В сенях, где обычно хранилась солома, были привязаны кони. Их ржание доносилось чётко и, насколько Саша могла судить, их было двое, да и более бы вряд ли поместилось.
Любопытство пересилило, и Саша подкралась к оконцу и осторожно заглянула во внутрь. Двое их было там: один пониже, да покрепче, второй повыше и худой, но оба были в чёрном опричном одеянии.
Должно быть, выпили они не мало, иначе не кляли бы так громко свою службу царскую, что было слышно наружу: ах, бедные они, несчастные, как же они устали по полям, да по лесам скакать, от одного к погоста к другому, да каждый раз молиться, чтобы хворь, которую чумой кличут, не забрала их чистые души на небо раньше времени.
"Вот суки, – подумала Саша, – люди добрые, ни в чём не повинные с голоду мрут, а у них, собак нерезаных, хари чуть не трескаются; целые семьи живьём сжигают, коли хоть кто из них кашлянёт, а они с мамкой, почившей от старости, бояться встретиться; они людей сотнями топили в крови, а душу свою чистой считаю, твари бездушные".
И такое зло взяло Сашу, такое зло, что не было сил удержать себя. В два шага одолев расстояние до сеней, она ворвалась в горницу.

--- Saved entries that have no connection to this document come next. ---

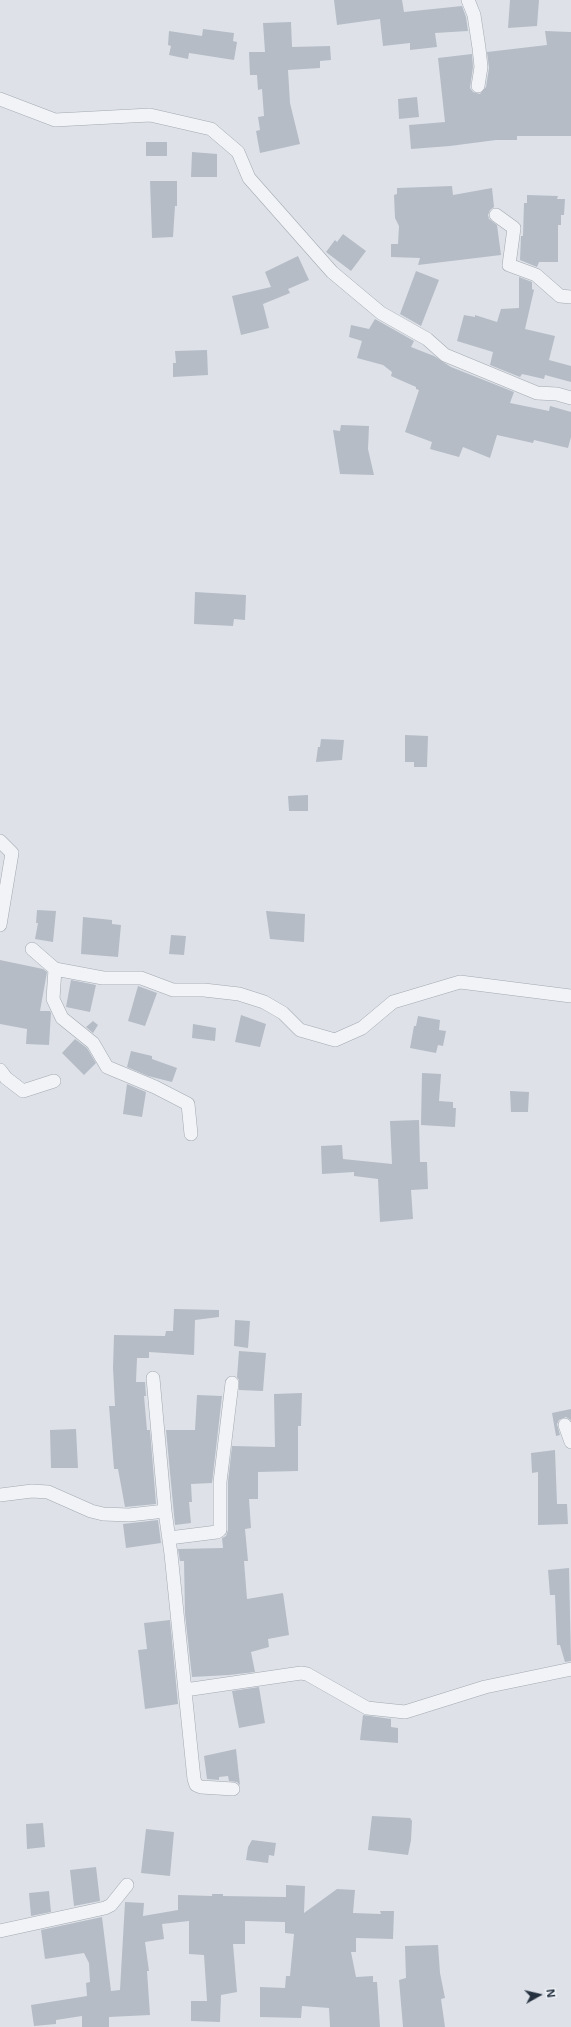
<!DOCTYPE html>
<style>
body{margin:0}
#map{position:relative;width:571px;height:2027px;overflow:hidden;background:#dee2e8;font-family:"Noto Sans",sans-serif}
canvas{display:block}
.north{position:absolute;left:519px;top:1975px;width:40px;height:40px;-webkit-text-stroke:3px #edf1f6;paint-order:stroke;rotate:82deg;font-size:11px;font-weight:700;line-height:16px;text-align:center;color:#263140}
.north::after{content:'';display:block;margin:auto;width:14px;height:18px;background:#263140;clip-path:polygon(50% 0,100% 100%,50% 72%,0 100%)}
</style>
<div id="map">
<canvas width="571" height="2027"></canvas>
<div class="north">N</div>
</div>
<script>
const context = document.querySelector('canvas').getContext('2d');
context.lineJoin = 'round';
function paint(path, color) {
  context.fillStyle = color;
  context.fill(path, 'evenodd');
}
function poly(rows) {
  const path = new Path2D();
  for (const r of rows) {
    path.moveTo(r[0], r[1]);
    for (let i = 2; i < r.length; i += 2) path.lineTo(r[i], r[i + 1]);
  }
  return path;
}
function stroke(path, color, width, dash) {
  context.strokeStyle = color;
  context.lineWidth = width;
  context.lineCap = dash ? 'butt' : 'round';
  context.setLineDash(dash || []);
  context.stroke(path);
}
paint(poly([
 [334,0,402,0,404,12,462,6,466,17,468,31,435,33,437,47,410,50,410,43,383,46,380,19,337,25],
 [510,0,539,0,537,26,508,28],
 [291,22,292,47,330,46,331,60,320,61,320,68,288,70,290,103,300,144,260,153,256,131,260,130,258,117,264,116,262,89,258,90,257,75,250,75,249,52,265,52,263,23],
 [203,29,234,33,233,41,237,42,234,60,189,53,188,59,169,55,171,46,168,45,169,31,202,36],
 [545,31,571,32,571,136,517,136,517,140,496,140,450,146,411,149,409,125,445,122,438,58,472,54,473,67,470,88,473,92,480,94,486,87,489,68,487,52,547,45],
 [417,97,419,117,399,119,398,99],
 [146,142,167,142,167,156,146,156],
 [192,152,217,154,217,177,191,177],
 [150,181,177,181,177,206,175,206,173,237,152,238],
 [452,186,453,195,492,188,494,207,490,210,488,215,489,219,497,225,501,255,418,265,420,258,391,257,391,244,398,244,399,226,395,218,394,195,397,194,397,188],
 [527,195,558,196,557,199,565,199,564,215,561,215,561,225,558,225,558,262,539,262,537,267,520,260,521,236,523,236,524,203,527,203],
 [343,234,366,251,351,271,326,252,335,240,337,242],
 [298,256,309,280,288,289,290,293,263,304,269,328,241,335,232,296,271,287,265,272],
 [416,271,439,280,421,326,400,314],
 [519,277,532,282,532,289,534,290,525,329,555,336,549,360,571,366,571,382,545,375,544,379,522,374,520,377,490,365,493,352,457,341,464,315,475,317,475,315,497,322,501,309,519,308],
 [375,319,414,341,411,347,434,356,451,367,514,392,510,403,549,411,550,406,571,412,571,437,568,448,534,440,533,443,497,435,490,458,463,447,459,457,430,449,432,442,405,432,419,390,416,389,416,387,391,376,392,372,383,365,357,358,362,341,349,337,351,325,369,329],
 [207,350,208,375,173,377,173,363,176,363,175,351],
 [341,425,369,426,368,449,374,475,340,474,333,430,340,431],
 [195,592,246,595,245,620,234,619,233,626,194,624],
 [405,735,428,736,427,767,414,767,414,762,405,762],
 [321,739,344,740,342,760,316,762,318,747,320,747],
 [308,795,308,811,289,811,288,796],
 [37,910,56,911,53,942,35,939,38,923,36,923],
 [266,911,305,914,304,942,270,939],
 [83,917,112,920,112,924,121,925,118,957,81,954],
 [171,935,186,936,184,955,169,954],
 [0,960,43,969,47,972,40,1011,50,1011,51,1013,49,1045,26,1044,27,1029,0,1024],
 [71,980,96,985,90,1012,66,1007],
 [138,986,157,993,145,1026,128,1021],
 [241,1015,266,1024,260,1047,235,1042],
 [418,1016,440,1020,439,1030,446,1031,443,1046,438,1045,436,1053,410,1048,414,1026,416,1026],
 [93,1021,98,1025,93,1033,86,1027],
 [193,1024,216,1028,215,1041,192,1038],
 [75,1039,87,1048,96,1063,84,1075,62,1053],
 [131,1051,152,1056,152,1059,177,1068,172,1082,148,1076,127,1067],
 [422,1073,441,1074,439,1101,453,1102,453,1108,456,1108,455,1127,421,1125],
 [127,1084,146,1092,142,1117,123,1114],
 [510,1091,529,1092,528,1112,511,1112],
 [419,1120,420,1162,427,1162,428,1189,411,1190,413,1219,380,1222,378,1179,354,1176,354,1172,322,1174,321,1146,342,1145,343,1159,392,1164,390,1121],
 [174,1309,219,1310,219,1317,195,1320,194,1355,149,1352,149,1358,137,1358,136,1382,145,1382,146,1396,144,1396,147,1430,150,1430,156,1504,125,1507,118,1469,114,1469,109,1406,115,1406,113,1368,114,1335,165,1336,166,1331,173,1331],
 [235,1320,250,1321,248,1348,234,1346],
 [239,1351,266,1353,263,1391,239,1390,239,1380,237,1377],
 [302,1393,301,1426,298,1426,298,1471,258,1472,258,1499,249,1499,251,1528,245,1529,248,1561,244,1561,247,1599,283,1593,289,1635,268,1639,269,1647,251,1652,255,1672,229,1675,192,1677,185,1614,184,1561,180,1561,178,1549,223,1548,222,1538,226,1536,228,1530,228,1482,232,1446,275,1447,274,1394],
 [197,1395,222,1396,212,1483,191,1484,192,1502,189,1502,191,1523,175,1525,166,1430,195,1430],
 [571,1409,571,1420,566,1417,559,1420,557,1424,560,1435,556,1436,552,1413],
 [76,1429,78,1468,51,1468,50,1430],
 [555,1450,557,1504,567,1504,568,1524,538,1525,538,1472,532,1473,531,1453],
 [158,1520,161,1543,126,1548,123,1524],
 [569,1568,571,1661,565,1662,560,1645,557,1645,555,1595,550,1595,548,1570],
 [170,1620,178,1704,145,1709,138,1650,147,1649,144,1623],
 [259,1687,265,1723,239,1728,232,1691],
 [363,1715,391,1719,391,1727,398,1728,398,1743,360,1740],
 [236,1749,240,1785,237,1782,229,1781,228,1776,219,1777,219,1780,207,1779,204,1756],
 [372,1816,410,1818,412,1821,411,1840,408,1855,368,1850],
 [43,1823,45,1847,27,1849,26,1824],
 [146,1829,174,1832,170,1876,141,1873],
 [252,1840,276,1843,274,1856,269,1855,268,1863,246,1860,248,1847],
 [96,1867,100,1901,74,1906,70,1870],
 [286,1885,305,1886,304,1913,337,1889,355,1890,353,1913,381,1914,380,1911,394,1911,393,1939,356,1938,356,1952,351,1952,356,1977,373,1976,373,1982,377,1982,380,2027,330,2027,329,2008,302,2006,301,2018,260,2017,260,1987,285,1988,286,1976,290,1976,294,1934,285,1933,285,1922,245,1921,245,1944,233,1944,237,1992,221,1995,220,2022,191,2021,191,2001,207,2001,204,1955,189,1954,189,1921,162,1924,164,1939,145,1942,149,1971,147,1971,150,2015,109,2017,109,2027,82,2027,82,2016,56,2020,56,2024,34,2026,31,2005,87,1996,86,1983,90,1982,89,1963,84,1953,45,1959,41,1930,102,1917,111,1991,120,1990,125,1902,144,1903,143,1916,178,1910,178,1895,212,1896,212,1894,223,1894,223,1896,286,1897],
 [49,1891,51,1912,31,1916,29,1893],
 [438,1945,440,1973,445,1998,441,1999,445,2027,403,2027,399,1980,406,1978,405,1946]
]), '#b5bcc6');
const street = poly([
 [468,0,474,15,479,48,481,67,478,86],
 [0,99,55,120,150,115,211,129,238,152,249,178,332,272,381,313,427,339,445,355,537,393,557,394,571,398],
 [496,215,514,228,509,265,536,275,560,296,571,297],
 [0,841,12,853,0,925],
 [32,949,55,969,103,978,141,978,173,990,204,990,239,994,264,1002,283,1013,300,1030,335,1040,362,1028,393,1002,460,982,571,996],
 [55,969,53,999,62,1018,93,1043,107,1067,155,1087,188,1104,191,1134],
 [0,1070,6,1078,23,1091,54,1081],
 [565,1425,571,1442],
 [0,1495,32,1491,48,1492,91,1511,103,1514,129,1515,165,1511,153,1378],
 [165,1511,171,1554,194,1779,196,1785,201,1787,233,1789],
 [169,1538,217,1532,220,1530,220,1482,232,1383],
 [185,1690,301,1673,307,1674,367,1708,405,1712,485,1687,571,1669],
 [0,1931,105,1908,111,1905,127,1885]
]);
stroke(street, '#a3a9b2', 14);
stroke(street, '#f1f3f6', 13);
</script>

– Ты чего, девка? – еле промямлил высокий.
– Спать! – приказала Саша, вложив в слова силы больше, чем того требовалось. Оба опричника в тот же миг повалились на пол, перевернув зажатые в руках кружки.
Саша вернулась в сени: коней, чёрных как ночь, было по одному на каждого, значит, более там не было ни души. Вернувшись в горницу, она плотно закрыла низкую дверь и, брезгливо обойдя спящих опричников, осмотрела помещение. Действительно, источником света была не лучина и даже не несколько лучин, по крайней мере, не в том виде, в котором их привыкла видеть Саша.
Лучина представляла собой тонкую длинную щепку сухого дерева, закреплённую в светец, под которой ставили сосуд с водой для отражения света. Здесь же лучина была гораздо больше и толще щепки, и горящий конец её был обмотан тряпкой. Сама же она была воткнута прямо в земляной пол, и никакой воды ей не нужно было для отражения, ибо светила она очень ярко.
– Чудо-чудное, диво-дивное, – промолвила Саша, хотя это в большей степени относилось не к источнику света, а к тем яствам, которые стояли на столе.
Немного поев, Саша сняла мокрую одежду, оставив на себе только рубаху, и кое-как развесила её, чтобы просушить. То пойло, что было налито в кружках, Саша пить не стала. Уж больно оно воняло прокисшим молоком, но, к счастью, в горнице нашёлся кувшин. Дождь к тому времени усилился, и, потратив совсем немного времени, Саше удалось набрать воды на две кружки.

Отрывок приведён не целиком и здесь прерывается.